明なら働いてみよ光なら学んでみよ その四

 部屋の掃除もひとまず終わり、藤原は窓を拭いていた。

 それぞれの窓を、絞った雑巾で入念に拭いていく。

 内側を拭き、身を外に乗り出して外側も拭く。

 もちろん、桟の手入れも怠らない。

 雲の隙間から覗く太陽の光が、綺麗になった窓から差し込み、藤原を照らす。

 そろそろ雑巾が汚れてきたので、足元に在るバケツにそれを浸した。

 両手を水の中に入れると、ひんやりとした感覚が肘まで伝わってくる。

 雑巾の両端を掴み、ジャブジャブと水音を立てながらそれを洗った。

「……明さん、大丈夫かな……?」

 心の中に溜まった感情を吐き出す様に、藤原は漏らす。

 まるで、我が子を初めて学校に送り出した親の様な心情だ。

 明は、学校が初めてという事は無いだろうが、明草高校もまた、普通の高校ではない。

 確かに、形式上は学校に違いないのだが、教師陣の癖が強過ぎる。

 『十七歳の貧乳教師』すら、霞んで見えてしまう程だ。

 明は良くも悪くも寛大なので、彼らから変な影響を受けるかも知れない。

「次は梅田うめだだったな……。
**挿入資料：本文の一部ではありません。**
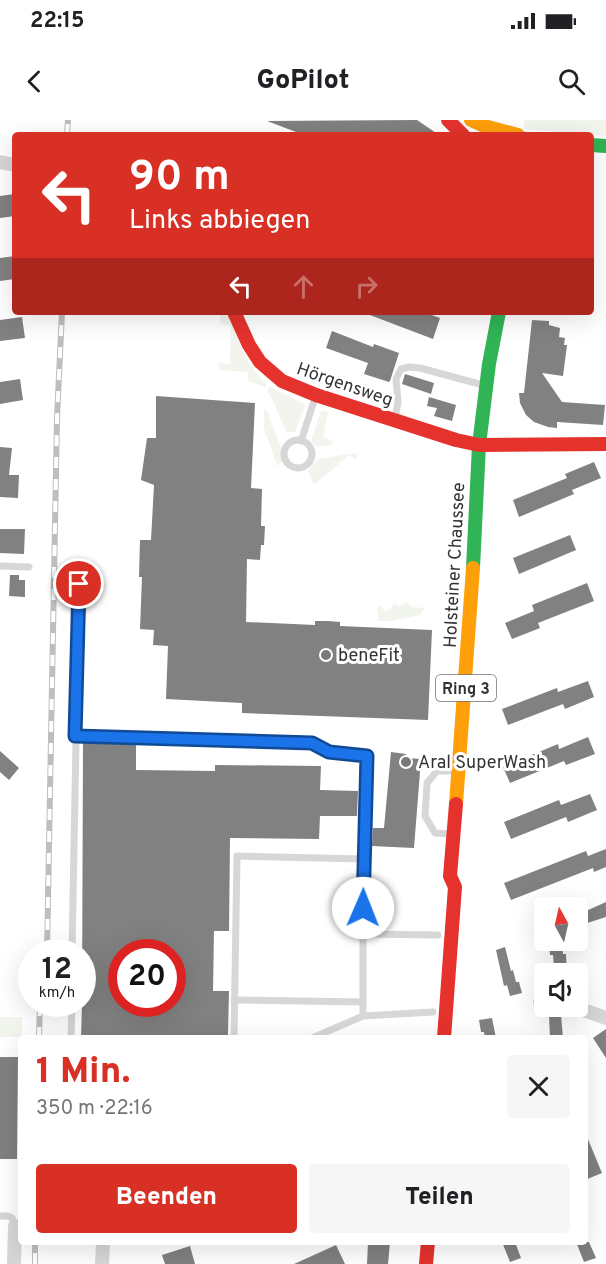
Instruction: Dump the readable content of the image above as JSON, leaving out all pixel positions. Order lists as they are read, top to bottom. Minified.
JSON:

夕まであと半分……頑張ってくれよ」

 窓の外を眺めながら、藤原は祈る様に言った。



 チャイムが鳴ると同時に、白衣を纏った教師が生物学室に入ってきた。

 正確には、『入ってこようとした』であるが。

 何故なら、

「ふぇ!?」

 扉の桟で躓いてしまったからだ。

 為す術も無く、彼女はつんのめって倒れた。

 ベチッと鈍い音がした事から、その痛さが窺える。

 数秒の間、そのまま何もかもが止まった。

 そして、梅田はゆっくりと立ち上がる。

「いたたた……」

 打ったらしい鼻を押さえながら。

 ようやく教卓の前に立ち、

「じゃあ……授業を始めます……礼」

 半泣きの顔で言った。

 そこら中から『大丈夫ー?』『可愛いよー』といった声が聞こえる。

 堪えようとした笑いが漏れ出す音も、同時に。

「そ、そんなに笑わないで下さいよー!」

 小学生の発表会の様な目で見られていると感じたのか、梅田は恥ずかしそうに顔を赤くして怒る。

 赤くなっていた鼻が、更に赤くなった。

 身長は百五十前半くらいだが、童顔なので、幼く見えない事も無い。

 さっきの転倒で乱れた髪に気付き、手櫛で整えると、元のセミロングに戻った。

 どうにか生物学室に静寂が戻り、改めて授業が始まる。

「……という訳で、前回話した通り、今日は再生についてです。

ですが……その……皆さんに……残念な話が……」

 だが、数分も経たないうちに、梅田は言葉を濁した。

 言葉通り残念そうな声に、生徒達は怪訝な表情を浮かべる。

「他の生物教師の皆さんと……散々話し合ったんですけど……」

 段々、消え入る様になってくる声。

 聞き耳を立てる生徒が、波の様に広がっていった。

「私は……最後まで……反対……したんですけど……」

 少しずつ、声が涙声になってくる。

 目尻に涙を湛え、握った拳は震えていた。

 どこから始まったのか、生徒間でざわめきが広がる。

「……プラナリア……切る事になりました……!」

 そして、絞り出す様な声で、梅田は述べた。

 とうとう涙が溢れ出し、一筋の光になって頬を伝う。

 それと同時に、生徒達は安堵にも似た溜息を吐いた。

「な、何ですかそのリアクション!? 私は、私は……ッ!」

 そんな生徒達を、梅田は信じられないといった目で見る。

 それすらも、生徒達は愛玩種を見る様な眼差しで見ていた。

「はうぅ……だって、再生するとは言え、身体をちょん切るなんて……」

「あの、先生……」

 ふと、一人の生徒が呼び掛ける。

 数秒遅れて、梅田が涙目を向けた。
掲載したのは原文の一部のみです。